§ **Listed records**:
--*--

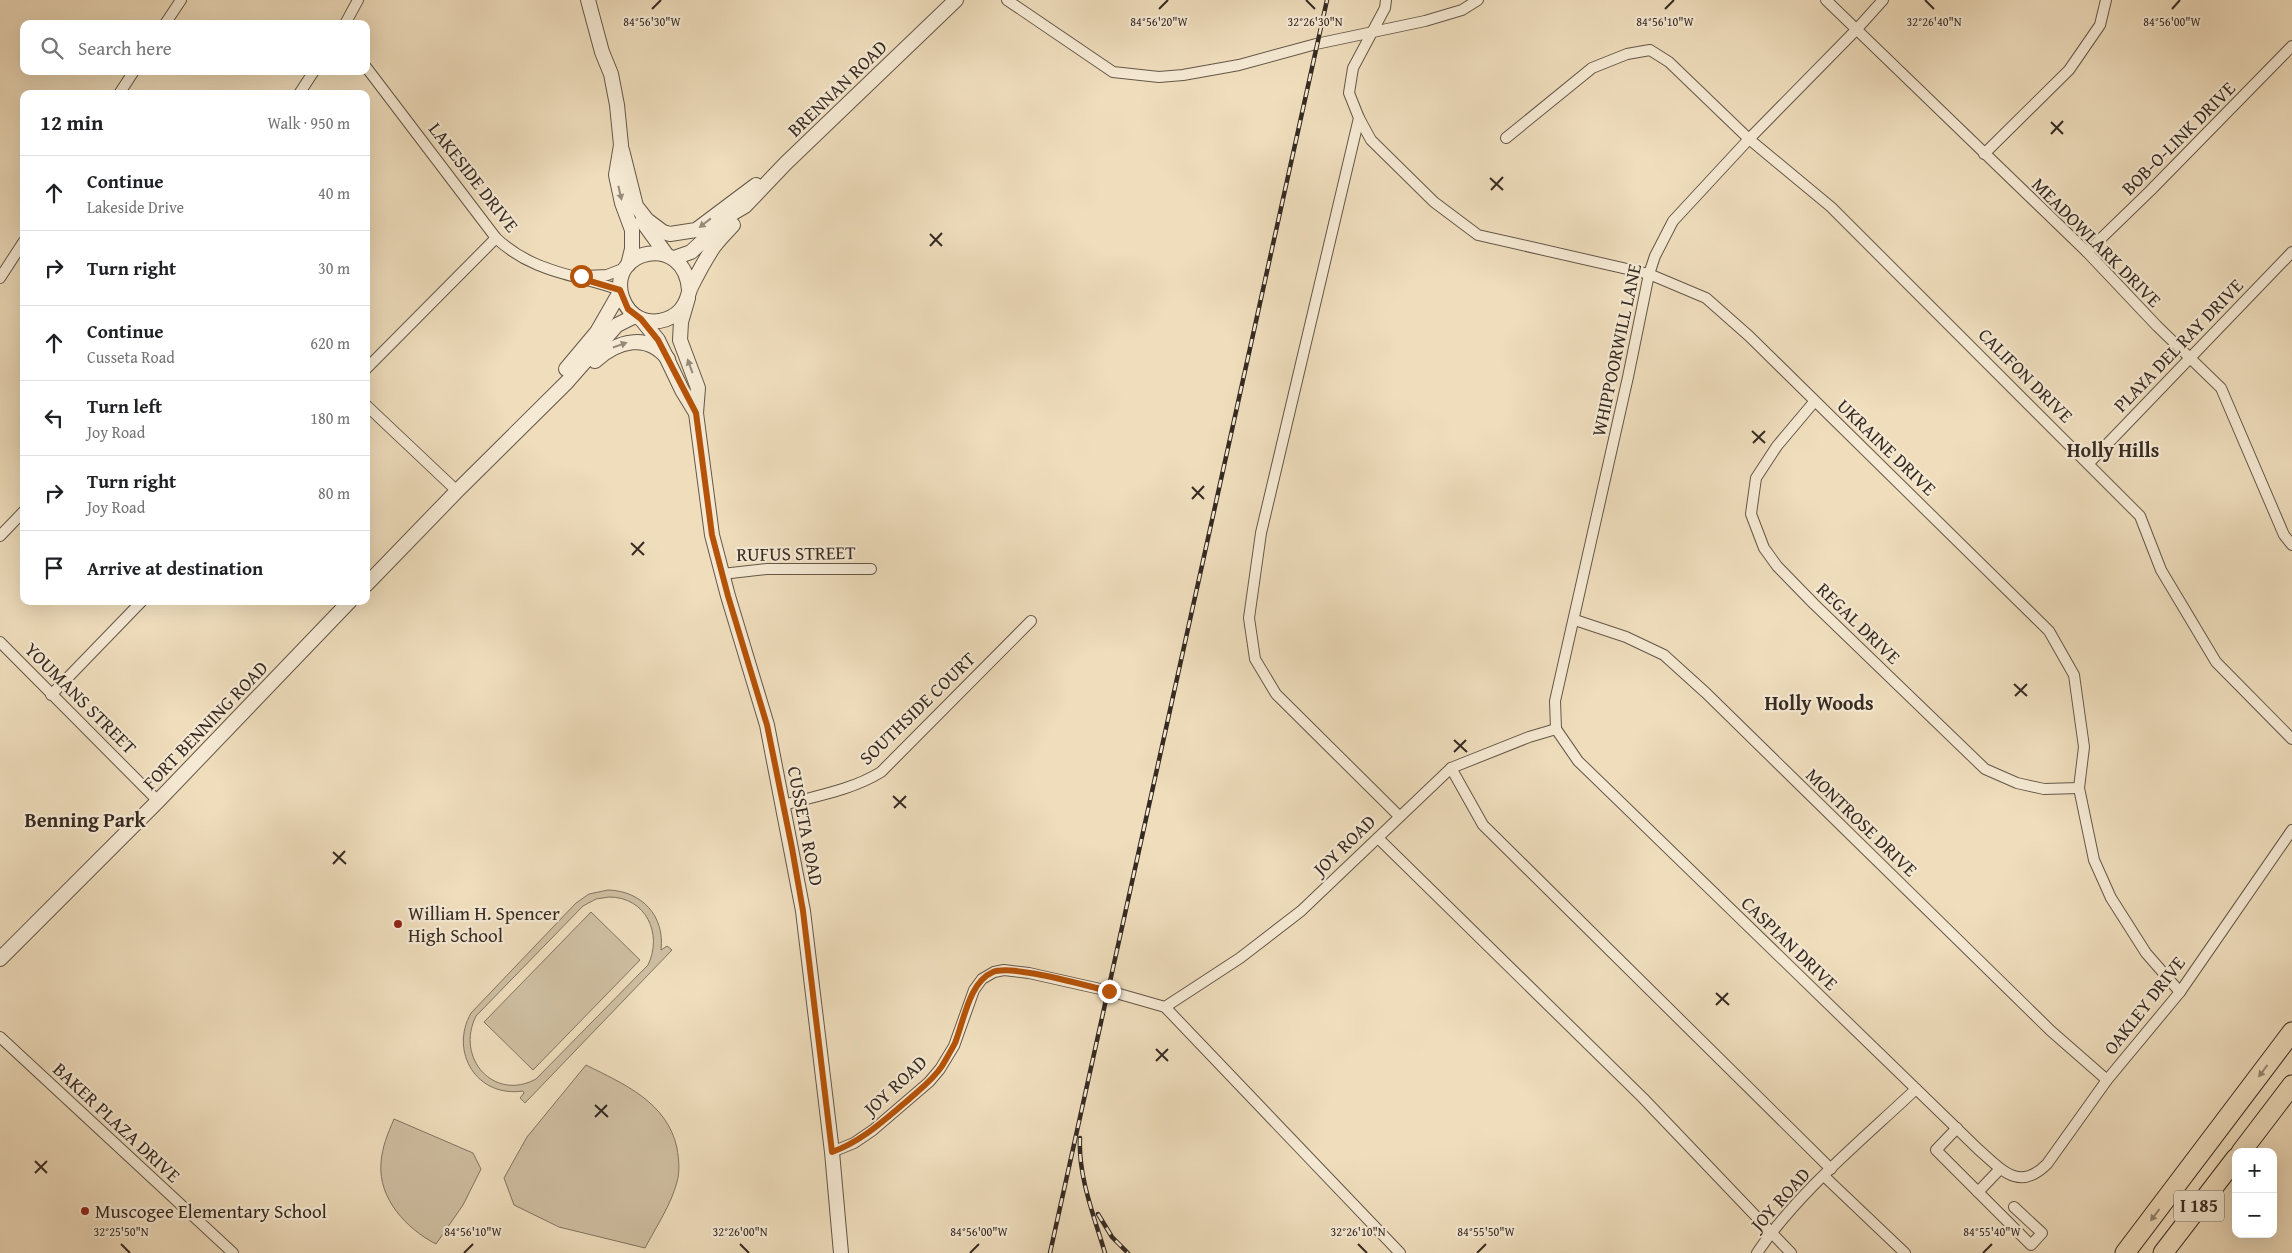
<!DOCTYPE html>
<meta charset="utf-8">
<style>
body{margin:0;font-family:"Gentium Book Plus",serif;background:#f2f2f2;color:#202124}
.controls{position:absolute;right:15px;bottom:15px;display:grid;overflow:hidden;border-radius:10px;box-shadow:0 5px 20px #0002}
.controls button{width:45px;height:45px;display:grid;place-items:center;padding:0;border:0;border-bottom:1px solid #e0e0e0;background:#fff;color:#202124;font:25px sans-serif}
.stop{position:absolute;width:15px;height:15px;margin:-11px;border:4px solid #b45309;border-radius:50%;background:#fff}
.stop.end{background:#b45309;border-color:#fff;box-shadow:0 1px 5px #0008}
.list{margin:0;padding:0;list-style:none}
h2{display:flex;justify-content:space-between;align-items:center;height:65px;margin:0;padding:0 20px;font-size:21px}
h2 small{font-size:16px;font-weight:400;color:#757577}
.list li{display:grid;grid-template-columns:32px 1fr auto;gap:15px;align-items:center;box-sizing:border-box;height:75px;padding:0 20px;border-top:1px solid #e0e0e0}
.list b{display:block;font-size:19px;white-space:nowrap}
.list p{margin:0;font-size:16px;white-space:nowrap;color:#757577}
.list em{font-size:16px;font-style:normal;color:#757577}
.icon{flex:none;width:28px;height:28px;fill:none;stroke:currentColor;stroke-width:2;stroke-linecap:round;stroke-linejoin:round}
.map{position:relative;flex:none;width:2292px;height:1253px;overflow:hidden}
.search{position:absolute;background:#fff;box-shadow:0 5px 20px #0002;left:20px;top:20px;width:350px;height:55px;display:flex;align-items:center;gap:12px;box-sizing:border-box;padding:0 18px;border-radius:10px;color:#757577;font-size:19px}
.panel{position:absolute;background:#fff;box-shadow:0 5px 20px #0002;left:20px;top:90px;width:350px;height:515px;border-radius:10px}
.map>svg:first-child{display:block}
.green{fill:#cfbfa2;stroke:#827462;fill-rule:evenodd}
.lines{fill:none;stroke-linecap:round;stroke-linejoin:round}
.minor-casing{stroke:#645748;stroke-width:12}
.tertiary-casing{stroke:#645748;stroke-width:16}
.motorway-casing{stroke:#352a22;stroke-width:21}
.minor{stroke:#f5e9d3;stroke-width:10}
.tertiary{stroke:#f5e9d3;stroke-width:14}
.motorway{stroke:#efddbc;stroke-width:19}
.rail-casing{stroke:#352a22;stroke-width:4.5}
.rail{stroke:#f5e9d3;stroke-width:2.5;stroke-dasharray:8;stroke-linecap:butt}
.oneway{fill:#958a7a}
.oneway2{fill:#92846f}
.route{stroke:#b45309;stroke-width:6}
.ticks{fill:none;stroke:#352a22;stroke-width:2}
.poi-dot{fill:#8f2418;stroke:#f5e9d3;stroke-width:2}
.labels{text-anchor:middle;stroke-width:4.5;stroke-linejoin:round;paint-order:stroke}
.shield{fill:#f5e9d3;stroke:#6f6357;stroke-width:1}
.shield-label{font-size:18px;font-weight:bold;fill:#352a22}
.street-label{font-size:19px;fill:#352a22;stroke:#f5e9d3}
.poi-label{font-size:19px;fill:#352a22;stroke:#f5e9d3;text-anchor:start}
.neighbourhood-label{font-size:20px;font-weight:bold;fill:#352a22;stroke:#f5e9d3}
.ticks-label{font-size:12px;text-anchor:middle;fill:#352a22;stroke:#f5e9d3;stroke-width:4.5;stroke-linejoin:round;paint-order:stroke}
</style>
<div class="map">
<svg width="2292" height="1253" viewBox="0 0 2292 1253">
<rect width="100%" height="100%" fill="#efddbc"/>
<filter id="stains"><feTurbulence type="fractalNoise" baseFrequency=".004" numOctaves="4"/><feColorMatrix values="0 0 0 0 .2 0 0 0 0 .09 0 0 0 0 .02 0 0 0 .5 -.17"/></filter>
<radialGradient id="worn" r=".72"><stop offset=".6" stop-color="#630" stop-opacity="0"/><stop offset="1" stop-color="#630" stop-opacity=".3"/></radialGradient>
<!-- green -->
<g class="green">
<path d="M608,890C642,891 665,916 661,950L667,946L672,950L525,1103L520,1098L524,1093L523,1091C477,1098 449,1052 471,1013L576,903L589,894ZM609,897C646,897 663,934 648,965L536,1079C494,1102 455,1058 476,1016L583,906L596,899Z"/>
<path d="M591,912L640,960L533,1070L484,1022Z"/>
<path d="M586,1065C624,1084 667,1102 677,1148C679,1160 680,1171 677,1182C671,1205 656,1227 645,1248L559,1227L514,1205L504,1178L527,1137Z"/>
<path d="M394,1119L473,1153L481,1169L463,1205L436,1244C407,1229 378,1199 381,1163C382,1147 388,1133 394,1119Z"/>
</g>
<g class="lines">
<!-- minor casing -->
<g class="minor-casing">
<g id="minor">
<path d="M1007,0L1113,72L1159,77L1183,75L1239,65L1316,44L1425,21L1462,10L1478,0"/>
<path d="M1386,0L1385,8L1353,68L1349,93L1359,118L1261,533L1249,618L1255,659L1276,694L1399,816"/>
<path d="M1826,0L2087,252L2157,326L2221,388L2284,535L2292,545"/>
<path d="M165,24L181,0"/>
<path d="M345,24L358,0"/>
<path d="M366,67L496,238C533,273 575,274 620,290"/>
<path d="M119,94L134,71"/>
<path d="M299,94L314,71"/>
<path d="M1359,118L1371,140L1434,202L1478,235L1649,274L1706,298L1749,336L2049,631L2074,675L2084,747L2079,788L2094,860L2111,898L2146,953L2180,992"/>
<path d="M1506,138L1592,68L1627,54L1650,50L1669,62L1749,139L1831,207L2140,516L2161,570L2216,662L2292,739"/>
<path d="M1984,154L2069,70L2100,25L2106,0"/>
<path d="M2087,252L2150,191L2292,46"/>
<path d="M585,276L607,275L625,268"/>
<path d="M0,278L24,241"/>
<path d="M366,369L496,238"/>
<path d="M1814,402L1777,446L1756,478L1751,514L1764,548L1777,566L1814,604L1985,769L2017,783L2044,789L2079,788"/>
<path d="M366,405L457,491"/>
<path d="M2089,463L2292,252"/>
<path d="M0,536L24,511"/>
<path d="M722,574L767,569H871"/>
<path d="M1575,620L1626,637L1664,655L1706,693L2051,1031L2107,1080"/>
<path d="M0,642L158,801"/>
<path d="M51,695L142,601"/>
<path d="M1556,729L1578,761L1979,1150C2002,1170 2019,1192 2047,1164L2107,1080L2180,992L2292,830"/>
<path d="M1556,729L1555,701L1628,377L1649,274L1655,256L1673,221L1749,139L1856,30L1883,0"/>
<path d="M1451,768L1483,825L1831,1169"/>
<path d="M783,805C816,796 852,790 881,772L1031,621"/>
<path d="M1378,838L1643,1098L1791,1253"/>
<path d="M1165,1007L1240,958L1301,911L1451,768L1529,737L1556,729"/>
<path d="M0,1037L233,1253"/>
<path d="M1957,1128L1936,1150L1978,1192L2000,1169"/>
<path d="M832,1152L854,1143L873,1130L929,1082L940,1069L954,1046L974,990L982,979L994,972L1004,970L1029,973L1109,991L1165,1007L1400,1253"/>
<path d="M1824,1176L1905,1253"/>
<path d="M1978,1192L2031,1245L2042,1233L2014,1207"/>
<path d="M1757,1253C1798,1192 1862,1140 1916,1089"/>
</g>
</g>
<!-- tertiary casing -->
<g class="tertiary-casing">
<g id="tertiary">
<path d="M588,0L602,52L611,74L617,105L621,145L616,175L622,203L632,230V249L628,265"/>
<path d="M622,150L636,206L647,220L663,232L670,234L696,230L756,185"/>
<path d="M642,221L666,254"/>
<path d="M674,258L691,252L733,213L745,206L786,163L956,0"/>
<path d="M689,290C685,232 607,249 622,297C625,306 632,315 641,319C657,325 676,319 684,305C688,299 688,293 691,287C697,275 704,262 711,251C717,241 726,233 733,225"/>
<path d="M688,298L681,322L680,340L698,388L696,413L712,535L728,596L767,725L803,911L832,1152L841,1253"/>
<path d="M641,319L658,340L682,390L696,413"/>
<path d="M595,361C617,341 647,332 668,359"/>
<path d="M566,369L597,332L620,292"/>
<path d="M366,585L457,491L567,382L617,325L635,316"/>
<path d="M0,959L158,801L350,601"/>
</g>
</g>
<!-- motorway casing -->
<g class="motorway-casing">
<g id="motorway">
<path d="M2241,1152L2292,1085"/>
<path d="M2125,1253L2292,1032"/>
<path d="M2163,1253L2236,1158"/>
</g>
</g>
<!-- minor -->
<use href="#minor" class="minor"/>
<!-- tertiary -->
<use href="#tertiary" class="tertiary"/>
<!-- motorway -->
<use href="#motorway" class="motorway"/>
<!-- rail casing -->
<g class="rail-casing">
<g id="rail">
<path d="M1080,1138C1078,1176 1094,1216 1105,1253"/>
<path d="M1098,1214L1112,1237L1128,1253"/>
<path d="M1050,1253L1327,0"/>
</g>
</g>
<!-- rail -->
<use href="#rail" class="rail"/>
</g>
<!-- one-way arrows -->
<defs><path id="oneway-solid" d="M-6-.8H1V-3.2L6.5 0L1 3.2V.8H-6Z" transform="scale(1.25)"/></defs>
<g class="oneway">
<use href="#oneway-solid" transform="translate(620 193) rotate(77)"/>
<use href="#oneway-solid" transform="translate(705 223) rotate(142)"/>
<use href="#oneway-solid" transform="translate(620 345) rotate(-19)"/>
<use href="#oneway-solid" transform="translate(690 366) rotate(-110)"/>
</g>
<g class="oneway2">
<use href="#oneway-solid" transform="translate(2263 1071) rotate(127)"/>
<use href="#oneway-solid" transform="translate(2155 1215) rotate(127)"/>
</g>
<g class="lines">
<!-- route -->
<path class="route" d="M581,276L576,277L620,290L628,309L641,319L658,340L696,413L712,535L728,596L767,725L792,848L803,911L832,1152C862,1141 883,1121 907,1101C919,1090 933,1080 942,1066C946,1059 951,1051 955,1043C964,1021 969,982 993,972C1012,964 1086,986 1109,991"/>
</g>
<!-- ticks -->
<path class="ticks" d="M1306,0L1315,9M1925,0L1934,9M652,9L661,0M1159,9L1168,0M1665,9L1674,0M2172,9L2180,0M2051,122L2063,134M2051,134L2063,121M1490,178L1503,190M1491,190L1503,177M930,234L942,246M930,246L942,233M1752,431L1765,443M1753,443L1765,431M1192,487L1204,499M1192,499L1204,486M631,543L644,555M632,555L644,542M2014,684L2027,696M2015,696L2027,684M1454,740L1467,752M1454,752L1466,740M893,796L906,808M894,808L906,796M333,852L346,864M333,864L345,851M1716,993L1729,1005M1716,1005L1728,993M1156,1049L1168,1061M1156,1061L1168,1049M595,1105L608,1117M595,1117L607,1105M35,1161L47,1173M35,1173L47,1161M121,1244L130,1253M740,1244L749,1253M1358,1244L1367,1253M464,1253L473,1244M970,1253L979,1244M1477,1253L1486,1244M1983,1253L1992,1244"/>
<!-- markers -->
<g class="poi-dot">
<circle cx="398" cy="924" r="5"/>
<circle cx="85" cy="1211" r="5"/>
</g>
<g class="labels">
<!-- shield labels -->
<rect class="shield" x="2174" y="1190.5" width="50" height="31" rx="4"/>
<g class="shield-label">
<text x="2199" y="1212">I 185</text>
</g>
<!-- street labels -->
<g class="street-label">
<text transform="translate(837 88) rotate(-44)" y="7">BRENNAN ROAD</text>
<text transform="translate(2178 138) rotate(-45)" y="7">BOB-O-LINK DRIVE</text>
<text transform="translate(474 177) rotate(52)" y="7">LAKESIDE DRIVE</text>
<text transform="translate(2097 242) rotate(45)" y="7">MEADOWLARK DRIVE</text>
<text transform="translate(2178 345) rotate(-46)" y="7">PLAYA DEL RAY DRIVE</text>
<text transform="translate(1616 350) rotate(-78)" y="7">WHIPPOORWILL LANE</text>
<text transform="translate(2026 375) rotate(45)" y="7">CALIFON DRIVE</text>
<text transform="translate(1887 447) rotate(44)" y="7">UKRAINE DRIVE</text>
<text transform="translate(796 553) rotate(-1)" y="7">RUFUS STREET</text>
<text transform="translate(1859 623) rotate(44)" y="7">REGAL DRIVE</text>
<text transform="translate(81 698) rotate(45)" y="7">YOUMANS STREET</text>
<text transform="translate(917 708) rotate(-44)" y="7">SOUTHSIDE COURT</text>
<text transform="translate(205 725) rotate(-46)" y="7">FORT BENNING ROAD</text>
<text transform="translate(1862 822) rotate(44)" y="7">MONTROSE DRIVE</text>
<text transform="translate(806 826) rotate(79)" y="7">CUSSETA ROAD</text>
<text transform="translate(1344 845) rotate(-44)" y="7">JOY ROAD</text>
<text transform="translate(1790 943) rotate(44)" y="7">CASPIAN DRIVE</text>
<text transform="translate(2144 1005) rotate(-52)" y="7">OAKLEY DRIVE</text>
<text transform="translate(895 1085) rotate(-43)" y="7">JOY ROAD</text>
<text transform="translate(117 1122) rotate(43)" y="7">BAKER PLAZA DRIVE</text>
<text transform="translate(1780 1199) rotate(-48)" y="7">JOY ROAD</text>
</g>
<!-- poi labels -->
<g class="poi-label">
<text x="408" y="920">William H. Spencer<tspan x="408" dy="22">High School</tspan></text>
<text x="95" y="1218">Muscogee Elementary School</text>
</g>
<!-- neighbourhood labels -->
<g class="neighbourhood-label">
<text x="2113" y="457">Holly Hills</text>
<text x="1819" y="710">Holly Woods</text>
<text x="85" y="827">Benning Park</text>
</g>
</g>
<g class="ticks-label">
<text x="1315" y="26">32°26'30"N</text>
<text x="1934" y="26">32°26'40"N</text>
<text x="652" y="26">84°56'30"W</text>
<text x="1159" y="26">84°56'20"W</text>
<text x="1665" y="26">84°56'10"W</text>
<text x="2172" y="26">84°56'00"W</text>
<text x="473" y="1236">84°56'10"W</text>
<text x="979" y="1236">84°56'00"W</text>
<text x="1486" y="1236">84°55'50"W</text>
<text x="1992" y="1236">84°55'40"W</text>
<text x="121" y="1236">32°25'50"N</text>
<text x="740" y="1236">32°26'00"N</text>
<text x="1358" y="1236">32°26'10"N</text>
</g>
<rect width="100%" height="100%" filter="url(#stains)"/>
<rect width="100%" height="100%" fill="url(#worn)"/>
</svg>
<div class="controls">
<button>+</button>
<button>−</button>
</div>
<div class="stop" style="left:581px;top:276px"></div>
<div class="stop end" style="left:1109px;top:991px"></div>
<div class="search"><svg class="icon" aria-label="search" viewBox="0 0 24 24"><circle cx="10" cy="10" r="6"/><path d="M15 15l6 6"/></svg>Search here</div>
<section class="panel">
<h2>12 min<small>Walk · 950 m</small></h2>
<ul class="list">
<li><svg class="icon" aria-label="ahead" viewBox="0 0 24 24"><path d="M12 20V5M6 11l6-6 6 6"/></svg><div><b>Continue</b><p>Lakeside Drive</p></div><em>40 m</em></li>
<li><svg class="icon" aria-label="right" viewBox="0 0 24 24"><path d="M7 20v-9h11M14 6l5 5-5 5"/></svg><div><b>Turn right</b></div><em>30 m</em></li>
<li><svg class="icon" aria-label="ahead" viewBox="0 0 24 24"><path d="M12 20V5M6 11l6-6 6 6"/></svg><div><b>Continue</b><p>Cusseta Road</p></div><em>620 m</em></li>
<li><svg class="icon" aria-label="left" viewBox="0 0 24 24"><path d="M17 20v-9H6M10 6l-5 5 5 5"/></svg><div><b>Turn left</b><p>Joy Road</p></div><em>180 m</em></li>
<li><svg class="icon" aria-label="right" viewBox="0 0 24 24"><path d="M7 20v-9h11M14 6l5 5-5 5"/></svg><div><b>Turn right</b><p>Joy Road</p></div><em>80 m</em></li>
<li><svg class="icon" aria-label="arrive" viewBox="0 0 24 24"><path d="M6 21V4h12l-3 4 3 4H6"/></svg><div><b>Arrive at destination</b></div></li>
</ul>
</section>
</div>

--*--

§ **Exercise details**: Each line above that contains the string "viewBox" counts once; give the number of such lines and nothing more.

§ **Problem solution**: 8